Clayfighter Sculptor’s Cut may not be the worst fighting game. It may not even be the worst fighting game on the N64. But if any N64 game was going to breach the $1k mark on the collector’s market, it shouldn’t be this one. Why not Razor Freestyle Scooter? It was a Blockbuster exclusive, and it didn’t make me want to cringe myself inside out. It was awful, but that doesn’t seem to have impacted the value of Clayfighter Sculptor’s Cut.
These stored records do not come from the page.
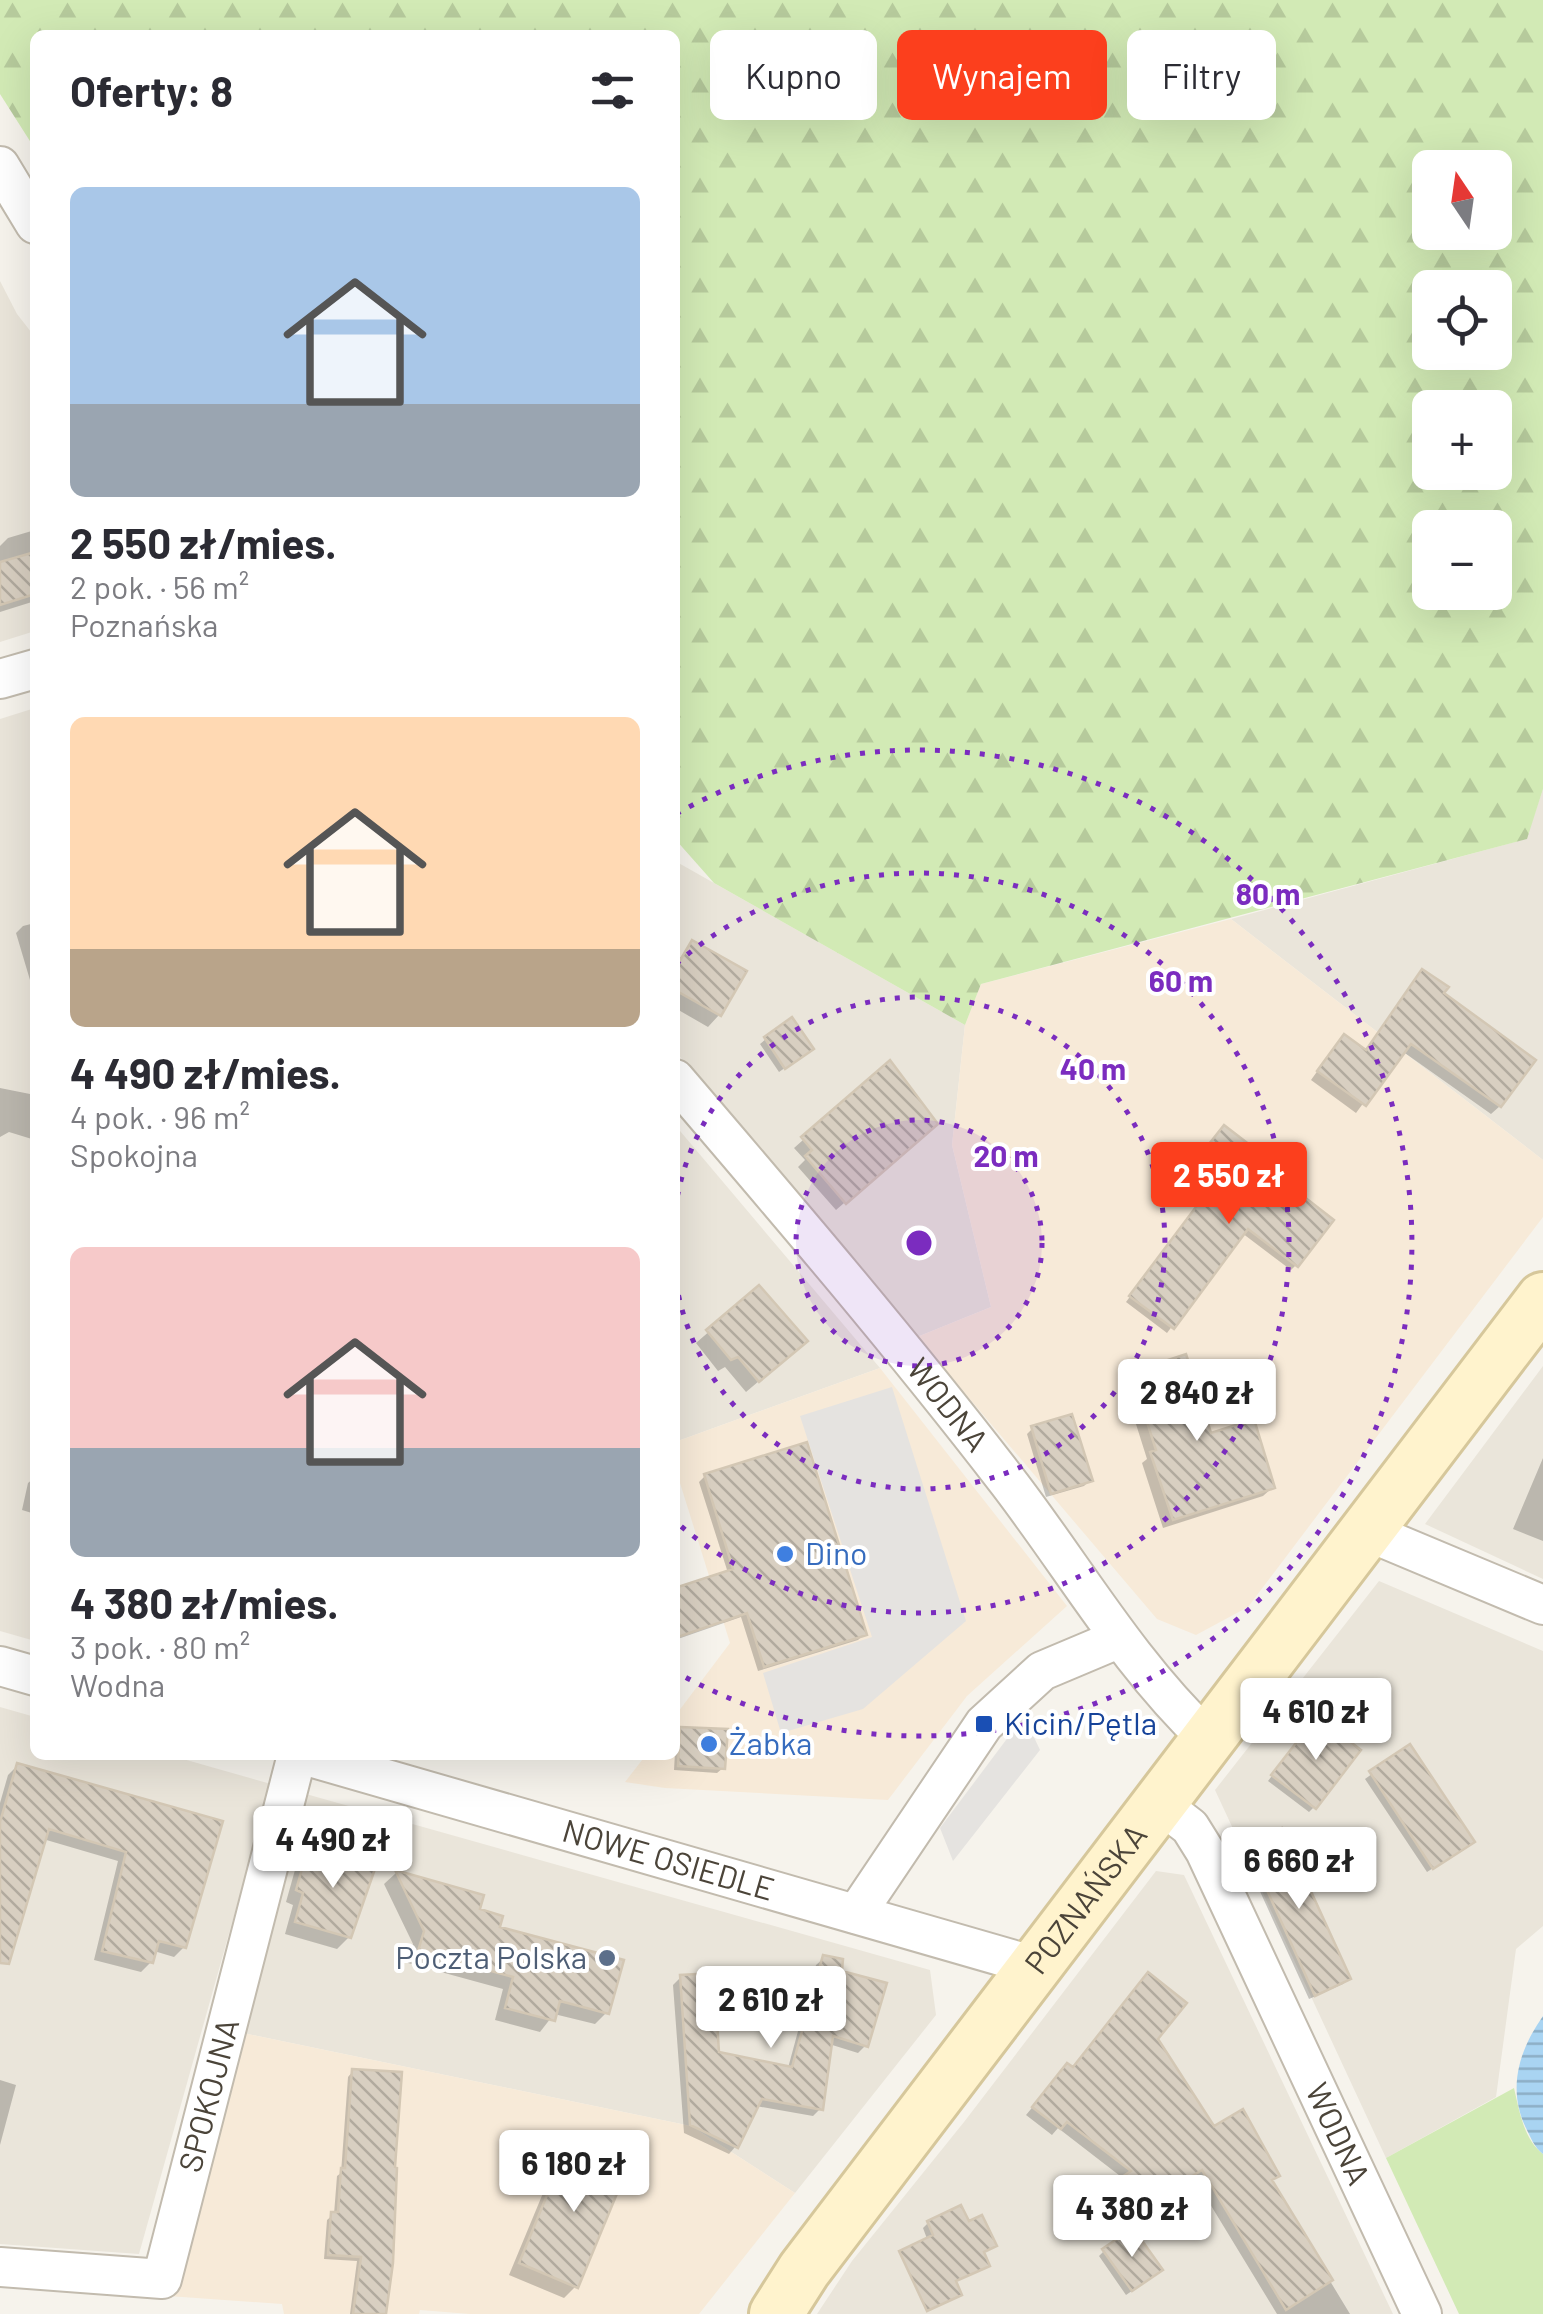 <!DOCTYPE html>
<html lang="pl">
<meta charset="utf-8">
<style>
:root{--surface:#fff;--page:#f2f2f3;--text:#2b2b33;--muted:#7c7c81;--accent:#fc3f1d}
body{margin:0;font-family:Barlow,sans-serif;background:var(--page);color:var(--text);height:100vh;display:flex;flex-direction:column;font-size:38px;white-space:nowrap}
*{box-sizing:border-box;margin:0}
p{font-size:32px;color:var(--muted)}
.icon{flex:none;width:55px;height:55px;fill:none;stroke:currentColor;stroke-width:2;stroke-linecap:round;stroke-linejoin:round}
.map{position:relative;flex:1;overflow:hidden}
.panel{position:absolute;left:30px;top:30px;width:650px;height:1730px;display:flex;flex-direction:column;background:var(--surface);border-radius:15px;box-shadow:0 10px 40px #0002}
.panel>*{flex:none}
.hud{position:absolute;left:710px;top:30px;width:682px;height:90px;display:flex;gap:20px}
.needle{width:65px;rotate:347deg}
.buttons{position:absolute;left:1412px;top:150px;display:grid;gap:20px}
.buttons a{display:grid;place-items:center;width:100px;height:100px;border-radius:15px;background:var(--surface);box-shadow:0 10px 40px #0002;font-size:50px}
.price{position:absolute;translate:-50% -85px;padding:0 22px;border-radius:10px;background:#fff;color:#222;font-size:32px;line-height:65px;filter:drop-shadow(0 2px 5px #0008)}
.price::after{content:'';position:absolute;left:50%;top:60px;width:30px;height:22px;margin-left:-15px;background:inherit;clip-path:polygon(0 0,100% 0,50% 100%)}
.price.current{background:var(--accent);color:#fff}
ul{padding:0;list-style:none}
li{display:grid;align-content:center;gap:20px;height:530px;padding:0 40px}
li span{display:grid;place-items:center;height:310px;border-radius:15px;color:#555}
li>.icon{margin-inline-start:auto}
span .icon{width:180px;height:180px;fill:#fffc;stroke-width:1}
li b{font-size:42px}
h2{display:flex;justify-content:space-between;align-items:center;height:120px;padding:0 40px;font-size:42px}
.chip{padding:0 35px;border-radius:15px;background:var(--surface);box-shadow:0 10px 40px #0002;font-size:35px;line-height:90px}
.chip.current{background:var(--accent);color:#fff}
.map>svg:first-child{display:block}
.residential{fill:#eae5da}
.commercial{fill:#f7ead8}
.green{fill:#d2eab5}
.forest{fill:url(#forest-firs);fill-rule:evenodd}
.parking{fill:#e5e3e0}
.water{fill:url(#water-rules)}
.shadow{fill:#0003}
.building{fill:url(#building-back-hatch);stroke:#d3c7b4;stroke-width:2.5}
.lines{fill:none;stroke-linecap:round;stroke-linejoin:round}
.street-casing{stroke:#c2bbae;stroke-width:42}
.secondary-casing{stroke:#d6c79b;stroke-width:58}
.street{stroke:#fff;stroke-width:38}
.secondary{stroke:#fff3cd;stroke-width:52}
.ring{fill:none;stroke:#7b2cbf;stroke-width:5;stroke-dasharray:5 10}
.shop-dot{fill:#3f7fe0;stroke:#fff;stroke-width:4}
.transit-dot{fill:#1a4fb4;stroke:#fff;stroke-width:4}
.service-dot{fill:#5c6f8a;stroke:#fff;stroke-width:4}
.labels{text-anchor:middle;stroke-width:8;stroke-linejoin:round;paint-order:stroke}
.street-label{font-size:32px;fill:#4b4439;stroke:#fff}
.shop-label{font-size:32px;fill:#366cbe;stroke:#fff;text-anchor:start}
.transit-label{font-size:32px;fill:#164399;stroke:#fff;text-anchor:start}
.service-label{font-size:32px;fill:#4e5e75;stroke:#fff;text-anchor:end}
.centre{fill:#7b2cbf;stroke:#fff;stroke-width:5}
.ring-label{font-size:30px;text-anchor:middle;font-weight:bold;fill:#7b2cbf;stroke:#fff;stroke-width:8;stroke-linejoin:round;paint-order:stroke}
</style>
<div class="map">
<svg width="1543" height="2314" viewBox="0 0 1543 2314">
<defs>
<pattern id="forest-firs" width="22" height="20" patternUnits="userSpaceOnUse" patternTransform="scale(2.5)"><rect width="22" height="20" fill="#d2eab5"/><path d="M5 1l3.5 6h-7zM16 11l3.5 6h-7z" fill="#b6ca9c"/></pattern>
<pattern id="water-rules" width="6" height="5" patternUnits="userSpaceOnUse" patternTransform="scale(2.5)"><rect width="6" height="5" fill="#a9d4f2"/><path d="M0 2.5h6" fill="none" stroke="#8caec5"/></pattern>
<pattern id="building-back-hatch" width="6" height="6" patternUnits="userSpaceOnUse" patternTransform="scale(2.5)"><rect width="6" height="6" fill="#d8cfc1"/><path d="M-1 5l2 2M0 0l6 6M5-1l2 2" fill="none" stroke="#b1aa9e"/></pattern>
</defs>
<rect width="100%" height="100%" fill="#f6f3ec"/>
<path class="residential" d="M0 281 17 314 35 337V631L0 642Z
M35 708V1641L0 1631V719Z
M1543 789V1160L1231 919 1526 839Z
M675 861 965 1025 952 1145 991 1307 917 1337 675 1051Z
M675 1125 880 1368 675 1442Z
M1543 1366V1579L1425 1524Z
M1379 1581 1543 1651V1926L1516 1949 1496 2097 1386 2158 1215 1790Z
M0 1707 35 1717V1755H169L271 1784 139 2254 0 2244Z
M306 1794 930 1970 936 2015 795 2193 691 2126 238 2032Z
M1156 1871 1184 1875 1393 2314H817L852 2261 964 2122Z"/>
<path class="commercial" d="M1231 919 1543 1160V1217L1248 1607 1196 1635 1157 1619 917 1337 991 1307 952 1145 965 1025 981 984Z
M880 1368 1067 1606 967 1696 888 1800 665 1788 625 1782 646 1755H675V1716L730 1643 675 1467V1442Z
M238 2032 691 2126 795 2193 699 2314H470L420 2310 419 2314H284L282 2304 168 2296Z"/>
<path class="green" d="M1514 2088C1519 2110 1524 2140 1543 2154V2314H1459L1386 2158Z"/>
<path class="forest" d="M0 0H1543V789L1527 839 981 984 965 1025 714 883 675 839V35H35V149L0 94ZM1430 168H1495V232H1430ZM1430 288H1495V352H1430ZM1430 408H1495V472H1430ZM1430 528H1495V592H1430Z"/>
<path class="parking" d="M892 1387 966 1621 863 1709 781 1733 763 1673 872 1637 800 1416Z
M1024 1716 1040 1750 953 1861 940 1828Z"/>
<path class="water" d="M1543 2016V2154C1534 2147 1531 2138 1526 2128 1507 2089 1519 2050 1543 2016Z"/>
<path class="shadow" d="M35 530V601L0 612V546L8 538Z
M35 923V979L30 980 16 933 23 926Z
M692 943 719 1015 708 1027 675 1008V964Z
M1414 980 1500 1106 1491 1114 1402 1051 1356 1113 1311 1080 1336 1045 1364 1052Z
M766 1039 805 1054 779 1072 760 1044Z
M889 1064 926 1132 836 1210 798 1167 805 1160 794 1148Z
M0 1088 35 1095V1140L9 1132 0 1137Z
M1219 1134 1259 1166 1296 1265 1291 1270 1242 1233 1167 1333 1126 1302 1216 1182 1195 1165Z
M759 1288 793 1352 746 1392 725 1367 718 1371 696 1343Z
M1132 1374 1209 1436 1273 1487 1263 1496 1163 1528 1142 1463 1147 1459 1123 1383Z
M1032 1429 1090 1480 1084 1486 1046 1497 1027 1434Z
M1543 1458V1541L1513 1529Z
M705 1476 864 1634 858 1640 758 1671 741 1617 675 1640V1591L728 1573 699 1482Z
M34 1478H35V1514L22 1510 28 1483Z
M1312 1724 1314 1807 1309 1812 1268 1781Z
M681 1730 723 1768 717 1773 674 1770 676 1735Z
M1409 1747 1466 1847 1427 1872 1365 1779Z
M18 1765 219 1823 184 1947 174 1957 154 1951 151 1962 141 1972 94 1960 118 1861 43 1839 0 1907V1803L8 1775Z
M1247 1846 1348 1978 1343 1984 1309 1999 1242 1852Z
M321 1850 349 1937 337 1949 285 1934 293 1905 286 1902 295 1870Z
M396 1873 481 1896 477 1911 607 2012 595 2024 554 2014 540 2032 495 2020 503 1989 408 1963 413 1944 384 1884Z
M824 1958 839 1972 866 2045 858 2053 829 2044 820 2109 813 2116 756 2106 736 2146 729 2154 684 2133 673 1985 681 1977 717 2054 788 2068 816 1965Z
M1155 2039 1213 2129 1270 2182 1350 2314H1277L1193 2176 1108 2230 1091 2203 1124 2179 1058 2128 1052 2135 1026 2115 1060 2074Z
M353 2071 383 2314H350L357 2261 324 2259 327 2220 334 2214 337 2176 341 2173 348 2077Z
M0 2080 16 2085 0 2145Z
M570 2145 576 2286 564 2298 509 2275 558 2157Z
M928 2223 968 2225 994 2245 982 2253 987 2265 945 2287 923 2228Z
M1104 2251 1155 2275 1126 2295 1099 2256Z"/>
<path class="building" d="M35 552V594L0 605V562Z
M692 940 747 971 721 1016 675 990V969Z
M1422 969 1449 987 1444 993 1536 1060 1501 1107 1411 1044 1366 1106 1317 1071 1344 1034 1366 1050Z
M792 1017 814 1049 785 1069 764 1037Z
M890 1060 938 1124 846 1204 805 1156 812 1150 801 1137Z
M1224 1125 1268 1159 1263 1165 1334 1220 1298 1267 1248 1229 1174 1329 1129 1296 1220 1175 1198 1158Z
M759 1285 808 1341 759 1382 738 1357 731 1360 706 1330Z
M1186 1354 1211 1433 1254 1419 1275 1488 1173 1520 1150 1452 1156 1450 1131 1372Z
M1072 1414 1093 1481 1051 1494 1031 1426Z
M807 1442 867 1635 764 1667 747 1613 675 1638V1588L733 1569 704 1474Z
M1317 1716 1361 1750 1316 1809 1271 1775Z
M680 1727 728 1729 725 1769 678 1766Z
M1410 1744 1475 1842 1433 1869 1369 1771Z
M17 1763 223 1821 186 1948 159 1941 153 1963 102 1951 126 1852 49 1829 9 1964 0 1963V1822Z
M1282 1828 1351 1979 1315 1996 1246 1844Z
M320 1847 377 1863 351 1938 295 1922 303 1893 296 1890 306 1855 318 1857Z
M395 1870 484 1895 480 1909 503 1916 500 1927 624 1960 609 2014 560 2001 555 2021 505 2008 513 1977 418 1951 424 1931Z
M823 1955 843 1959 842 1971 887 1983 868 2047 833 2036 823 2110 762 2099 738 2148 690 2125 680 1975 714 1973 719 2052 792 2067Z
M1148 1972 1187 2003 1158 2039 1214 2126 1243 2109 1280 2176 1272 2180 1333 2280 1286 2310 1202 2170 1117 2224 1097 2193 1131 2171 1067 2122 1061 2129 1032 2107 1067 2063 1073 2067Z
M352 2069 402 2072 395 2167 397 2168 393 2263 386 2314H353L361 2257 328 2255 331 2212H338L341 2168H345Z
M569 2142 628 2167 578 2288 519 2263Z
M961 2205 969 2221 982 2215 997 2246 984 2252 990 2266 956 2281 962 2295 927 2311 899 2251 933 2235 927 2221Z
M1133 2228 1163 2270 1132 2291 1102 2249Z"/>
<g class="lines">
<g class="street-casing">
<g id="street">
<path d="M0 166 35 224"/>
<path d="M0 679 35 669"/>
<path id="s1" d="M675 1079C788 1211 901 1343 1008 1482 1074 1568 1128 1663 1207 1738"/>
<path d="M1366 1531 1543 1605"/>
<path d="M0 1666 35 1676"/>
<path id="s2" d="M303 1755 1035 1966"/>
<path id="s3" d="M1159 1803 1190 1827 1205 1851 1422 2314"/>
<path d="M856 1914 984 1724 1042 1671 1118 1639"/>
<path id="s4" d="M0 2267 162 2279 297 1755"/>
</g>
</g>
<g class="secondary-casing">
<g id="secondary">
<path id="s5" d="M776 2314 804 2270 1543 1299"/>
</g>
</g>
<use href="#street" class="street"/>
<use href="#secondary" class="secondary"/>
</g>
<circle cx="919" cy="1243" r="123" fill="#7b2cbf" fill-opacity=".12"/>
<g class="ring">
<circle cx="919" cy="1243" r="123"/>
<path d="M675 1211A246 246 0 1 1 675 1275"/>
<path d="M676 964A370 370 0 1 1 676 1522"/>
<path d="M676 814A493 493 0 1 1 676 1672"/>
</g>
<g class="shop-dot">
<circle cx="785" cy="1554" r="10"/>
<circle cx="709" cy="1744" r="10"/>
</g>
<rect class="transit-dot" x="974" y="1714" width="20" height="20" rx="5"/>
<circle class="service-dot" cx="607" cy="1958" r="10"/>
<g class="labels">
<g class="street-label">
<text dy="11" stroke="none"><textPath href="#s1" startOffset="425">WODNA</textPath></text>
<text dy="11" stroke="none"><textPath href="#s2" startOffset="380">NOWE OSIEDLE</textPath></text>
<text dy="11" stroke="none"><textPath href="#s5" startOffset="518">POZNAŃSKA</textPath></text>
<text dy="11" stroke="none"><textPath href="#s4" startOffset="352">SPOKOJNA</textPath></text>
<text dy="11" stroke="none"><textPath href="#s3" startOffset="380">WODNA</textPath></text>
</g>
<g class="shop-label">
<text x="805" y="1565">Dino</text>
<text x="729" y="1755">Żabka</text>
</g>
<g class="transit-label">
<text x="1004" y="1735">Kicin/Pętla</text>
</g>
<g class="service-label">
<text x="587" y="1969">Poczta Polska</text>
</g>
</g>
<circle cx="919" cy="1243" r="15" class="centre"/>
<g class="ring-label">
<text x="1268" y="905">80 m</text>
<text x="1181" y="992">60 m</text>
<text x="1093" y="1080">40 m</text>
<text x="1006" y="1167">20 m</text>
</g>
</svg>
<div class="buttons">
<a><svg class="needle" viewBox="-14 -14 28 28"><path d="M0-13l5 13h-10z" fill="#e53935"/><path d="M0 13l5-13h-10z" fill="#7c7c81"/></svg></a>
<a><svg class="icon" aria-label="locate" viewBox="0 0 24 24"><circle cx="12" cy="12" r="6"/><path d="M12 2v4M12 18v4M2 12h4M18 12h4"/></svg></a>
<a>+</a>
<a>−</a>
</div>
<b class="price current" style="left:1229px;top:1227px">2 550 zł</b>
<b class="price" style="left:1197px;top:1444px">2 840 zł</b>
<b class="price" style="left:1316px;top:1763px">4 610 zł</b>
<b class="price" style="left:333px;top:1891px">4 490 zł</b>
<b class="price" style="left:1299px;top:1912px">6 660 zł</b>
<b class="price" style="left:771px;top:2051px">2 610 zł</b>
<b class="price" style="left:574px;top:2215px">6 180 zł</b>
<b class="price" style="left:1132px;top:2260px">4 380 zł</b>
<div class="hud">
<a class="chip">Kupno</a>
<a class="chip current">Wynajem</a>
<a class="chip">Filtry</a>
</div>
<section class="panel">
<h2>Oferty: 8<svg class="icon" aria-label="filters" viewBox="0 0 24 24"><path d="M4 7h16M4 17h16"/><circle cx="9" cy="7" r="2"/><circle cx="15" cy="17" r="2"/></svg></h2>
<ul>
<li><span style="background:linear-gradient(#a9c7e8 70%,#9aa5b1 0)"><svg class="icon" aria-label="home" viewBox="0 0 24 24"><path d="M3 11l9-7 9 7M6 9v11h12V9"/></svg></span><div><b>2 550 zł/mies.</b><p>2 pok. · 56 m²</p><p>Poznańska</p></div></li>
<li><span style="background:linear-gradient(#ffd9b3 75%,#b9a48a 0)"><svg class="icon" aria-label="home" viewBox="0 0 24 24"><path d="M3 11l9-7 9 7M6 9v11h12V9"/></svg></span><div><b>4 490 zł/mies.</b><p>4 pok. · 96 m²</p><p>Spokojna</p></div></li>
<li><span style="background:linear-gradient(#f6c9c9 65%,#9aa5b1 0)"><svg class="icon" aria-label="home" viewBox="0 0 24 24"><path d="M3 11l9-7 9 7M6 9v11h12V9"/></svg></span><div><b>4 380 zł/mies.</b><p>3 pok. · 80 m²</p><p>Wodna</p></div></li>
</ul>
</section>
</div>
Otherwise, ClayFighter Sculptor’s Cut belongs in the same dumpster as other failed fighting games, which is already piled pretty high. Still, I don’t regret latching onto it as a child. Reflections of my bad taste are part of my growth in the hobby, just as worthwhile as those times I got it right. Plus, I’m not so proud that I can’t look back and say, “children are stupid, and I was no exception.”